§ About this exercise: Starting at the first line of the records below, transcribe each line exactly, ending with the line that contains "I am building".

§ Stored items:
===============

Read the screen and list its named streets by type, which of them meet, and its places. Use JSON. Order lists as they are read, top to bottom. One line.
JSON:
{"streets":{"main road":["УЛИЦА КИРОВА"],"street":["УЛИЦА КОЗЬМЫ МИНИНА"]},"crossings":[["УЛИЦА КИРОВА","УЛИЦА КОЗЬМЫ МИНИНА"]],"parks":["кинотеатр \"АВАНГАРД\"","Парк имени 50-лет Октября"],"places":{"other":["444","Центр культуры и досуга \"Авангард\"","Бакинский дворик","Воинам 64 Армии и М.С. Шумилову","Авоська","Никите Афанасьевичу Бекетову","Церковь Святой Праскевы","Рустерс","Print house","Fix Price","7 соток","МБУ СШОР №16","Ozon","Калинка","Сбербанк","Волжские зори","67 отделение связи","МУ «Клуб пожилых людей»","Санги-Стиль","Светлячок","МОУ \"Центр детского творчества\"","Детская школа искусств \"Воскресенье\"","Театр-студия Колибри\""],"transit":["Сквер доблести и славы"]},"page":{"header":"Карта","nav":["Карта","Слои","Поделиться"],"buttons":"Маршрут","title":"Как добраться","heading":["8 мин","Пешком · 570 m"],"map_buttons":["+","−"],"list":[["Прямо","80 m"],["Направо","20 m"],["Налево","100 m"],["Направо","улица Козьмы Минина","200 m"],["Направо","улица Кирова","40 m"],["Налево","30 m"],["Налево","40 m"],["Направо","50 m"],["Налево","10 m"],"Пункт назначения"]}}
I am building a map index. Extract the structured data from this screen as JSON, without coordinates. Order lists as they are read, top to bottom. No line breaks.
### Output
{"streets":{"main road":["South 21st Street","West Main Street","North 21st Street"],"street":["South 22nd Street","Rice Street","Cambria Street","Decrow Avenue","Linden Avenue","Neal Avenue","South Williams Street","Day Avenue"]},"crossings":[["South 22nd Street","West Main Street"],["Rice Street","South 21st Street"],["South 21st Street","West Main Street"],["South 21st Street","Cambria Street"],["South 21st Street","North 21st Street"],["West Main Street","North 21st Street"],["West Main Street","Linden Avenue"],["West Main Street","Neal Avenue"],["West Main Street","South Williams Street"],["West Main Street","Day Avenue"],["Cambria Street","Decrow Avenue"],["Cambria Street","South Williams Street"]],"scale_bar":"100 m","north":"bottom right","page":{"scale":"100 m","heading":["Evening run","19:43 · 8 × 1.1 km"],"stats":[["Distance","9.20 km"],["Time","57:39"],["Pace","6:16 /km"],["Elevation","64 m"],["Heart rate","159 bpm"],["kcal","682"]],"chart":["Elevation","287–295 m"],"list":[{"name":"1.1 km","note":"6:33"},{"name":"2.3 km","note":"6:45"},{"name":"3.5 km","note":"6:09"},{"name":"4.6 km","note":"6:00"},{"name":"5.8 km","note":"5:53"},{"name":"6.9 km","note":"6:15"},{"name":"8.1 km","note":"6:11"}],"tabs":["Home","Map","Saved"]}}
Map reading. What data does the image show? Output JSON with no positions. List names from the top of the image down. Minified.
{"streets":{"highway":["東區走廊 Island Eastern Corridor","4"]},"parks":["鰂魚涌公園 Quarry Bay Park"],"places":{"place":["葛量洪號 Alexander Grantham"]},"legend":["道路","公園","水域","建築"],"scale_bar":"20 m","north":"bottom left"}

===============

§ Answer space:
Read the screen and list its named streets by type, which of them meet, and its places. Use JSON. Order lists as they are read, top to bottom. One line.
JSON:
{"streets":{"main road":["УЛИЦА КИРОВА"],"street":["УЛИЦА КОЗЬМЫ МИНИНА"]},"crossings":[["УЛИЦА КИРОВА","УЛИЦА КОЗЬМЫ МИНИНА"]],"parks":["кинотеатр \"АВАНГАРД\"","Парк имени 50-лет Октября"],"places":{"other":["444","Центр культуры и досуга \"Авангард\"","Бакинский дворик","Воинам 64 Армии и М.С. Шумилову","Авоська","Никите Афанасьевичу Бекетову","Церковь Святой Праскевы","Рустерс","Print house","Fix Price","7 соток","МБУ СШОР №16","Ozon","Калинка","Сбербанк","Волжские зори","67 отделение связи","МУ «Клуб пожилых людей»","Санги-Стиль","Светлячок","МОУ \"Центр детского творчества\"","Детская школа искусств \"Воскресенье\"","Театр-студия Колибри\""],"transit":["Сквер доблести и славы"]},"page":{"header":"Карта","nav":["Карта","Слои","Поделиться"],"buttons":"Маршрут","title":"Как добраться","heading":["8 мин","Пешком · 570 m"],"map_buttons":["+","−"],"list":[["Прямо","80 m"],["Направо","20 m"],["Налево","100 m"],["Направо","улица Козьмы Минина","200 m"],["Направо","улица Кирова","40 m"],["Налево","30 m"],["Налево","40 m"],["Направо","50 m"],["Налево","10 m"],"Пункт назначения"]}}
I am building a map index. Extract the structured data from this screen as JSON, without coordinates. Order lists as they are read, top to bottom. No line breaks.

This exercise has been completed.